◆ **ABOUT THIS EXERCISE**
Search the listing for the word "limit". Copy every line where it is found.

=== PROVIDED RECORDS ===

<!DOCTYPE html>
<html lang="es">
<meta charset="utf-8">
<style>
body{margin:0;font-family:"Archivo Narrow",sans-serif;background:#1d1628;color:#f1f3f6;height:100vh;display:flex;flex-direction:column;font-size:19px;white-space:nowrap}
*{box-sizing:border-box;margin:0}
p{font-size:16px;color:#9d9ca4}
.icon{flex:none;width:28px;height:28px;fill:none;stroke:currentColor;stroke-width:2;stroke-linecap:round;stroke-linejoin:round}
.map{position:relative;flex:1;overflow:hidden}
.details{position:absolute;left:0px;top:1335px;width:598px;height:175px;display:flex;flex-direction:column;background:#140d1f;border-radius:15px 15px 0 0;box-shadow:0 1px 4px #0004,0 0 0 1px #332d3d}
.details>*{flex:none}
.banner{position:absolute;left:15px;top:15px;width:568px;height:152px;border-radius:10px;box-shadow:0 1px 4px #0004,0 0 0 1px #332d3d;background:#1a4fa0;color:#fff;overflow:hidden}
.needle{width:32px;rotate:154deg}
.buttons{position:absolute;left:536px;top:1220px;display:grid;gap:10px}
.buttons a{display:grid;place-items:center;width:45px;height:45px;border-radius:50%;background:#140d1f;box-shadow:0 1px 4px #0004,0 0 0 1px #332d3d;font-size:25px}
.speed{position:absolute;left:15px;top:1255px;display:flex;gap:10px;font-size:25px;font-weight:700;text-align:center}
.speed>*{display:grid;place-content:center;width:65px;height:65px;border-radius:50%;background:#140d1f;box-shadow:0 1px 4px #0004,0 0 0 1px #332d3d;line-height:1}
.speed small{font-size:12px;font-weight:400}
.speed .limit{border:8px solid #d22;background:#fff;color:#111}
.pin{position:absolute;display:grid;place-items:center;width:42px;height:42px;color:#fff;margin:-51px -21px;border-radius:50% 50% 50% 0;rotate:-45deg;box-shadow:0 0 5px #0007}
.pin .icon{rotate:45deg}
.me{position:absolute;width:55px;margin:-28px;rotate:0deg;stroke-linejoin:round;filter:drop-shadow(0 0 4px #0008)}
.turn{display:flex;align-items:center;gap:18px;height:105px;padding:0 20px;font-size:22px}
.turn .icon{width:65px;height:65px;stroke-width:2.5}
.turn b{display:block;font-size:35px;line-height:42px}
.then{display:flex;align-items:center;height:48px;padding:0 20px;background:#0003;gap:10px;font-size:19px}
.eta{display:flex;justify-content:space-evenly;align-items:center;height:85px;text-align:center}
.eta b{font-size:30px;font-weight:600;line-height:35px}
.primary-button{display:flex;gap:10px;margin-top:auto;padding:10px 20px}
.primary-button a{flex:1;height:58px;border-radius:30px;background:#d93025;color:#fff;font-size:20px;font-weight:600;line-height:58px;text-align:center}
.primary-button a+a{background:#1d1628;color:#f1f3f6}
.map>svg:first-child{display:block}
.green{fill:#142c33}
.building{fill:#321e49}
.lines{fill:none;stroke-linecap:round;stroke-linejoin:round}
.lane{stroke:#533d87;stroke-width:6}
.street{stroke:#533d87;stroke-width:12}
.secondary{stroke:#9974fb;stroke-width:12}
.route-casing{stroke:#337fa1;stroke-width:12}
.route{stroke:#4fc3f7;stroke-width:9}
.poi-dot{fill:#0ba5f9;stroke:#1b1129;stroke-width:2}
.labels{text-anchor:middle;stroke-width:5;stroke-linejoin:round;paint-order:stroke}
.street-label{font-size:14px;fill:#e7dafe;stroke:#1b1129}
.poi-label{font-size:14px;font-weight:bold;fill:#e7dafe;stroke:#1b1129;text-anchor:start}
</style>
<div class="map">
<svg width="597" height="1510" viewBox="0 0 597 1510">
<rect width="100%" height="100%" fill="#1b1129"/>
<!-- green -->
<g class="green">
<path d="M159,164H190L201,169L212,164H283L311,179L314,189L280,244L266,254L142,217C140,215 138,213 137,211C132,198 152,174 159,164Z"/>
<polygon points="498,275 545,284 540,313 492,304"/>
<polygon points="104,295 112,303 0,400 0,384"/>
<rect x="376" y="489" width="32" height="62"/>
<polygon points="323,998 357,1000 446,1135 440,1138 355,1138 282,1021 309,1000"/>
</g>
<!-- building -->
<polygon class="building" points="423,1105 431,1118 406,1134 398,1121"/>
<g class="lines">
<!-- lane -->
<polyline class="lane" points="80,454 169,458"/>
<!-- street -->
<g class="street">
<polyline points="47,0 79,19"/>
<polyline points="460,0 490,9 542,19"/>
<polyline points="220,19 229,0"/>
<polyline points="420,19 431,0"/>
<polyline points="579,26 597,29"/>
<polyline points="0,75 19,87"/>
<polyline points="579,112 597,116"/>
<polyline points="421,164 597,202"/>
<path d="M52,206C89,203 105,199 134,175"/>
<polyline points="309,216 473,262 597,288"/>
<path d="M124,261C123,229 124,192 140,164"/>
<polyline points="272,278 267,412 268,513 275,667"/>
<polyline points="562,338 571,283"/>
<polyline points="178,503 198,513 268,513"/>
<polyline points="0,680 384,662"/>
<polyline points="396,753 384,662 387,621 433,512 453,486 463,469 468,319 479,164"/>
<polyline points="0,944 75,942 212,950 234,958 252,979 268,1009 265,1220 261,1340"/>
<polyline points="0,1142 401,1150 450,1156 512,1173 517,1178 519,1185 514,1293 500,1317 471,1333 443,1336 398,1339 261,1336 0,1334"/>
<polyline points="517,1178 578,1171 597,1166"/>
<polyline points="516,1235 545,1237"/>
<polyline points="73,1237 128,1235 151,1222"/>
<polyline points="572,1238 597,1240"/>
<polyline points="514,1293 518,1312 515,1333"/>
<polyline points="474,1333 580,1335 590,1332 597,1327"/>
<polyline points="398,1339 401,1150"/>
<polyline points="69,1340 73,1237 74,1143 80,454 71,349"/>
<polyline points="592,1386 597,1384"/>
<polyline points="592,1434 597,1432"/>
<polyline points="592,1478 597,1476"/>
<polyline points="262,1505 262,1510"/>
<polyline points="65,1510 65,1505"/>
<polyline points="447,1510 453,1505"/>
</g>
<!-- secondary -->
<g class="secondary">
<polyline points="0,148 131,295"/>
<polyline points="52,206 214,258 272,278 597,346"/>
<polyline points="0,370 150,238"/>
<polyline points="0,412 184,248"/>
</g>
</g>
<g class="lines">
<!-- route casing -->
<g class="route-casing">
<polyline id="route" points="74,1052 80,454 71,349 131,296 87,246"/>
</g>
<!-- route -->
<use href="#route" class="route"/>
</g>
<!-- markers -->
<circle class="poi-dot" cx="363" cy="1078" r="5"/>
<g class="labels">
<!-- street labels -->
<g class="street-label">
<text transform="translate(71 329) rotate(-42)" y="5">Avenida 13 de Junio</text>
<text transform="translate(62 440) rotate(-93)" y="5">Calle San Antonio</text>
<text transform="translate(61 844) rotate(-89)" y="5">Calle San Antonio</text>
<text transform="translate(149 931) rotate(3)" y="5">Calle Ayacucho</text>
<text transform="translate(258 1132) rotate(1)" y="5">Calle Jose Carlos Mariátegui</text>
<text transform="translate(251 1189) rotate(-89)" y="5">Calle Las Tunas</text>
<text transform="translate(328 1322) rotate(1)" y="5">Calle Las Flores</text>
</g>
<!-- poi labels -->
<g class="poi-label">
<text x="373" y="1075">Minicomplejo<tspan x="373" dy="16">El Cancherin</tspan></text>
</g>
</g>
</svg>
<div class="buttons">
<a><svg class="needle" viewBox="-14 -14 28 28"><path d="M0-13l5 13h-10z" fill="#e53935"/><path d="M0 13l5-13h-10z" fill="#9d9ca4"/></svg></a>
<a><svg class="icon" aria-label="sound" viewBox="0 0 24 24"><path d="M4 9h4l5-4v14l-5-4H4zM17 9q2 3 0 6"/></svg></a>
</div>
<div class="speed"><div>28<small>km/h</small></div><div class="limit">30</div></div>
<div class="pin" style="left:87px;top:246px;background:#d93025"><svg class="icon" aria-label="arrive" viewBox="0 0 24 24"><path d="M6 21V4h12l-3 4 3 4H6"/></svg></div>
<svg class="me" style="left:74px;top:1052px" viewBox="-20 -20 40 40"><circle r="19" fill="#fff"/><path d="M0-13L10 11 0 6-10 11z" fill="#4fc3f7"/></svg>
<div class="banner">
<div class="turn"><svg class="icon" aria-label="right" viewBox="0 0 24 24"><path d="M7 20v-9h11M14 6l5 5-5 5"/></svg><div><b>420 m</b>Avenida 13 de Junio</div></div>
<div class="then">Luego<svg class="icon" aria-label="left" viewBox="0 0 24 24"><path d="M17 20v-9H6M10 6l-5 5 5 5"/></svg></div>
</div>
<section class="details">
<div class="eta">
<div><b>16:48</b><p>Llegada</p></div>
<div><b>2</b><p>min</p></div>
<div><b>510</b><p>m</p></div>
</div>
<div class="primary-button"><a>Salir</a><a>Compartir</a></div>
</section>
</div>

===

◆ **SOLUTION TO THIS EXERCISE**
.speed .limit{border:8px solid #d22;background:#fff;color:#111}
<div class="speed"><div>28<small>km/h</small></div><div class="limit">30</div></div>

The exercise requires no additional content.